Dalam suatu bincang-bincang, seorang cantrik bertanya pada Guru Bijak:
“Guru apa arti kebanggaan bagi seseorang? Apakah kebanggan itu harus dicari dan diungkapkan?”
Guru Bijak tersenyum renyah. Sebelum ia menanggapi, seorang cantrik yang lain menimpali.
“Apakah orang yang awalnya terpuruk lalu meraih sukses itu juga peroleh suatu kebanggaan?”
“Orangtua yang pe-en-es berhasil mengantar anak-anaknya meraih gelar Sarjana, dan berprestasi itu berarti membanggakan?” timpal yang lain.
“Seorang wirausaha yang pantang menyerah. Dari zero lalu jadi hero.”
“Kita yang mampu memanusiakan manusia dengan kasih…”
“Suatu komunitas yang berhasil mengangkat dan memberdayakan ekonomi umat…”

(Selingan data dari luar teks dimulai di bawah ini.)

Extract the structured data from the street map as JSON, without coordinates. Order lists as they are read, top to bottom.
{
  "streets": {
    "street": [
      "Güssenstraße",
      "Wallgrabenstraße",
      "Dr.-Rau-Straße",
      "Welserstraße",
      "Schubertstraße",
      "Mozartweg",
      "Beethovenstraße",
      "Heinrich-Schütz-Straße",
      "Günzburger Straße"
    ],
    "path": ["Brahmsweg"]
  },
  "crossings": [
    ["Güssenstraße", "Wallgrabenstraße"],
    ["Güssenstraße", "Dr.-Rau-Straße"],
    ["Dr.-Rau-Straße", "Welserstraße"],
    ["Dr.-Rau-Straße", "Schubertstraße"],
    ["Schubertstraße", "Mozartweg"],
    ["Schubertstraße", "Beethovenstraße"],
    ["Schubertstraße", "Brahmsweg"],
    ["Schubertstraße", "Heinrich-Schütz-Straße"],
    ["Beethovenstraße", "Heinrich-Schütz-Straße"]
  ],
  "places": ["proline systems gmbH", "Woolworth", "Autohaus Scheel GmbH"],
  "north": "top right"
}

Perbincangan mengalir. Menarik. Seru. Sesekali diselingi tawa. Ternyata banyak hal yang bisa dibanggakan dan membanggakan.
“Semua yang kalian kemukakan itu tidak salah. Kadar kebanggaan tiap orang itu tidak sama. Bagaimana kita mewujudkan kebanggaan itu dan mensyukurinya.”
“Yang jelas, kebanggaan itu muncul dari mana? Apakah kebanggaan itu jadi tujuan utama dari suatu tindakan? Ingin dipuji, misalnya. Kita menyumbang jutaan rupiah, aktif di kegiatan sosial, atau badan amal. Kenyataannya, banyak di antara kita yang aktif di pelayanan, tapi melupakan keluarga sendiri. Apa kebanggaan seperti ini yang dicari?”
“Boleh saja aktif di pelayanan, tapi tidak berarti melupakan tanggung jawab dalam keluarga. Kita tetap mendahulukan keluarga, baru ke hal yang lain. Kita hendaknya juga menyadari, kebanggaan yang kita cari dan perjuangkan itu untuk apa? Supaya dipuji, wow, hebat?! Apakah kita tahu, bahwa kebanggaan itu bersifat semu dan hanya kesia-siaan?”
“Apakah kita ingat pada kisah seorang janda yang berderma dari keikhlasannya? Memberi lewat tangan kiri dan tangan kanan tidak mengetahuinya.”
“Kebanggaan yang sebenarnya itu tidak memabukkan; tidak untuk menonjolkan diri sehingga lupa diri; tapi perbuatan yang didasari “rasa syukur dan tanpa pamrih.” Kita mengerjakan secara sembunyi dan jauh dari publikasi. Intinya kita melakukan hal-hal yang positif itu merupakan kewajiban, komitmen dan tanggung jawab kita sebagai ungkapan syukur, supaya Allah berkenan menyalurkan berkat-Nya melalui kita.”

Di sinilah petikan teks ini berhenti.